On Mon, Apr 20, 2015 at 6:26 PM, Gregory Farnum <[email protected]> wrote:

> We’ve been hard at work on CephFS over the last year since Firefly was
> released, and with Hammer coming out it seemed like a good time to go over
> some of the big developments users will find interesting. Much of this is
> cribbed from John’s Linux Vault talk (
> http://events.linuxfoundation.org/sites/events/files/slides/CephFS-Vault.pdf),
> in addition to the release notes (
> http://ceph.com/docs/master/release-notes/).
> ===========================================================================
> New Filesystem features & improvements:
>
> ceph-fuse has gained support for fcntl and flock locking. (Yan, Zheng)
> This has been in the kernel for a while but nobody had done the work to
> implement tracking structures and wire it up in userspace.
>
> ceph-fuse has gained support for soft quotas, enforced on the client side.
> (Yunchuan Wen) The Ubuntu Kylin guys worked on this for quite a while and
> we thank them for their work and their patience. You can now specify soft
> quotas on a directory and ceph-fuse will behave as you’d expect from that.
>
> Hadoop support has been generally improved and updated. (Noah Watkins,
> Huamin Chen) It now works against the 2.0 API, the tests we run in our lab
> are more sophisticated, and it’s a lot friendlier to install with Maven and
> other Java tools. Noah’s still doing work on this to make it as turnkey as
> possible, but soon you’ll just need to drop a single JAR on the system
> (this will include the libcephfs stuff, so you don’t even need to worry
> about those packages and compatibility!) and change a few config options.
>
> ceph-fuse and CephFS as a whole now have much-improved full space
> handling. If you run out of space at the RADOS layer you will get ENOSPC
> errors in the client (instead of it retrying indefinitely), and these
> errors (and others) are now propagated out to fsync and fclose calls.
>
> We are now much more consistent in our handling of timestamps. Previously
> we attempted to take the time from whichever process was responsible for
> making a change, which could be either a client or the MDS. But this was
> troublesome if their times weren’t synced — made worse by trying not to let
> the time move backwards — and some applications which relied on sharing
> mtime and ctime values as versions (Hadoop and rsync both did this in
> certain configurations) were unhappy. We now use a timestamp provided by
> the client for all operations, which has been more stable.
>
> Certain internal data structures are now much more scalable on a
> per-client level. We had issues when certain “MDSTables” got too large, but
> John Spray sorted them out.
>
> The reconnect phase, when an MDS is restarted or dies and the clients have
> to connect to a different daemon, has been made much faster in the typical
> case. (Yan, Zheng)
>
> ===========================================================================
> Administrator features & improvements:
>
> The MDS has gained an OpTracker, with functionality similar to that in the
> OSD. You can dump in-flight requests and notably slow ones from the recent
> past. The changes to enable this also made working with many code paths a
> lot easier.
>
> We’ve changed how you create and manage CephFS file systems in a cluster.

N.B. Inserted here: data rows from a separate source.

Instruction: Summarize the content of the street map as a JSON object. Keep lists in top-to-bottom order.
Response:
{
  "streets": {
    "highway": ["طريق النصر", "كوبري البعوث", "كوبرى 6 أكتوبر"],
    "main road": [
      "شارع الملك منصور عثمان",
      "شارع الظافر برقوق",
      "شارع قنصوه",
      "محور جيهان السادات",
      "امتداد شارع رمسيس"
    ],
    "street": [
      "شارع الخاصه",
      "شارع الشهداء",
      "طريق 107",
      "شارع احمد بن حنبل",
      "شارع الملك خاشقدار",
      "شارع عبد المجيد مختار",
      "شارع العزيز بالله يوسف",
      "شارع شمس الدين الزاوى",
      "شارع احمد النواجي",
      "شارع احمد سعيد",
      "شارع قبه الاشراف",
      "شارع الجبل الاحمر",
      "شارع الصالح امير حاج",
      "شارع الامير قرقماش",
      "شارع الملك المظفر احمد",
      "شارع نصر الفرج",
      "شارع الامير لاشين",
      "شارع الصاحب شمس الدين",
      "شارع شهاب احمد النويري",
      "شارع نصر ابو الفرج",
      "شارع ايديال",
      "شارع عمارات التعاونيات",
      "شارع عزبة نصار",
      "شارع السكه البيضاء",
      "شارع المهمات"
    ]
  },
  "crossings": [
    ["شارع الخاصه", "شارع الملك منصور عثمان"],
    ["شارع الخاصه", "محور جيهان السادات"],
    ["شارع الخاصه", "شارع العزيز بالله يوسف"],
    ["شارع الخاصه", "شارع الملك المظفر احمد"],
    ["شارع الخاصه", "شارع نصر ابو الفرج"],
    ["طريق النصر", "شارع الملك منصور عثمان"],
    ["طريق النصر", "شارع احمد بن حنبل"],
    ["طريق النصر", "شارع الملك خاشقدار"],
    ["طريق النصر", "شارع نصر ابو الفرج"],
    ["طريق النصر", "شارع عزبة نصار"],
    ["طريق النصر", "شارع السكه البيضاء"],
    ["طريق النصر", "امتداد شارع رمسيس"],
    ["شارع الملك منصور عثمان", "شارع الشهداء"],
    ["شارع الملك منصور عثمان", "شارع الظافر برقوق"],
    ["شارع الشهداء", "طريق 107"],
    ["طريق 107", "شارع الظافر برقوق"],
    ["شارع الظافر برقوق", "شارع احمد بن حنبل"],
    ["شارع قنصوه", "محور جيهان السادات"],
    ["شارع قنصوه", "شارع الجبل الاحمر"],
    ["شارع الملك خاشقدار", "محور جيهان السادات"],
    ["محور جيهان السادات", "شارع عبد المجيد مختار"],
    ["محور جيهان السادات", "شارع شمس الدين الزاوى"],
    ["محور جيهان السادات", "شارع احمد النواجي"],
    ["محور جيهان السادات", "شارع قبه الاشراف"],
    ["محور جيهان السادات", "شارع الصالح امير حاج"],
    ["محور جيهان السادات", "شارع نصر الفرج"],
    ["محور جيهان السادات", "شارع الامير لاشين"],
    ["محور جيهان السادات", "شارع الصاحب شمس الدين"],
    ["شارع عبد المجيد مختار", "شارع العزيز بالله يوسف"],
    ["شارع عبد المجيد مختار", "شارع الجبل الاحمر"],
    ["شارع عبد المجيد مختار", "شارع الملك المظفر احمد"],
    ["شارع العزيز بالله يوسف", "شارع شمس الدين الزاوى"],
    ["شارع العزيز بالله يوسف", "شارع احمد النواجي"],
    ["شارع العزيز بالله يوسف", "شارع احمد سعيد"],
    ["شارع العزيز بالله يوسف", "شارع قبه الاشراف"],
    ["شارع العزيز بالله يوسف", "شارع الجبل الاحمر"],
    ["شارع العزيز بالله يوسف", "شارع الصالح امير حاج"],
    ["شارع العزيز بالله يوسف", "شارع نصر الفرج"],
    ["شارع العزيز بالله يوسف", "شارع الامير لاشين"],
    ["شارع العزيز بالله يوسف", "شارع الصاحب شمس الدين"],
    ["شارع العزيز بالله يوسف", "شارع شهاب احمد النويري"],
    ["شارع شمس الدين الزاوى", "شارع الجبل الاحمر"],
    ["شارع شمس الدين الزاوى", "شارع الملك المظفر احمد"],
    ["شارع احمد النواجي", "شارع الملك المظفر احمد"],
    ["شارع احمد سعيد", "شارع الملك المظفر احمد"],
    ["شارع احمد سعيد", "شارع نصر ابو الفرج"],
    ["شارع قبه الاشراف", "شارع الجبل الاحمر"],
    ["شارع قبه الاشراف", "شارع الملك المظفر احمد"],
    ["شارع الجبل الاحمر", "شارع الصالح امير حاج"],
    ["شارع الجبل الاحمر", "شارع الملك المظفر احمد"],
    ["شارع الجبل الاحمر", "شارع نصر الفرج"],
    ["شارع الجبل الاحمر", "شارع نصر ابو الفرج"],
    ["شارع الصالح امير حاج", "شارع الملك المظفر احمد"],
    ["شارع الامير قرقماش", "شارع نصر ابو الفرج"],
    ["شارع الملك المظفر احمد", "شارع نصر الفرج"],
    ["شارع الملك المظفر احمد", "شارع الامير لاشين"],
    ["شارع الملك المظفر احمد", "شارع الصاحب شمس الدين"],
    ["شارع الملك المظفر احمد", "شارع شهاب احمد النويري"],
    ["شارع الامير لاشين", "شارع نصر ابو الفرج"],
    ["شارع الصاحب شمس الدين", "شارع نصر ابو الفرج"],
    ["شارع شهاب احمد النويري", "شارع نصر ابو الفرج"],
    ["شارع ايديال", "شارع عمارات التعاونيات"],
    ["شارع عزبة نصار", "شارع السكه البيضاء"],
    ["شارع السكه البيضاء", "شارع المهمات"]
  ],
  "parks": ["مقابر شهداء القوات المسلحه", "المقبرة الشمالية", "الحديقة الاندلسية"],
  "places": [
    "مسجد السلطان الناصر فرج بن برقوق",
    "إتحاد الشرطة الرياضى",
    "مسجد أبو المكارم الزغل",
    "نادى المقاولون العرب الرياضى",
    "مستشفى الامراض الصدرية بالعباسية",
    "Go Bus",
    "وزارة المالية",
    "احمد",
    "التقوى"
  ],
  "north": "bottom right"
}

> (John Spray) The “data” and “metadata” pools are no longer created by
> default, and the management is done via monitor commands that start with
> “ceph fs” (eg, “ceph fs new”). These have been designed with future
> extensions in mind, but for now they mostly replicate existing features
> with more consistency and improved repeatability/idempotency.
>
> The MDS now reports on a variety of health metrics to the monitor, joining
> the existing OSD and monitor health reports. These include information on
> misbehaving clients and MDS data structures. (John Spray)
>
> The MDS admin socket now includes a bunch of new commands. You can examine
> and evict client sessions, plus do things around filesystem repair (see
> below).
>
> The MDS now gathers metadata from the clients about who they are and
> shares that with users via a variety of helpful interfaces and warning
> messages. (John Spray)
>
> ===========================================================================
> Recovery tools
>
> We have a new MDS journal format and a new cephfs-journal-tool. (John
> Spray) This eliminates the days of needing to hexedit a journal dump in
> order to let your MDS start back up — you can inspect the journal state
> (human-readable or json, great for our testing!) and make changes on a
> per-event level. It also includes the ability to scan through hopelessly
> broken journals and parse out whatever data is available for flushing to
> the backing RADOS objects.
> Similarly, there’s a cephfs-table-tool for working with the SessionTable,
> InoTable, and SnapTable. (John Spray)
>
> We’ve added new “scrub_path” and “flush_path” commands to the admin
> socket. These are fairly limited right now but will check that both
> directories and files are self-consistent. It’s a building block for the
> "forward scrub" and fsck features that I’ve been working on, and includes a
> lot of code-level work to enable those.
>
> ===========================================================================
> Performance improvements
>
> Both the kernel and userspace clients are a lot more efficient with some
> of their “capability” and directory content handling. This lets them serve
> a lot more out of local cache, a lot more often, than they were able to
> previously. This is particularly noticeable in workloads where a single
> client “owned” a directory but another client periodically peeked in on it.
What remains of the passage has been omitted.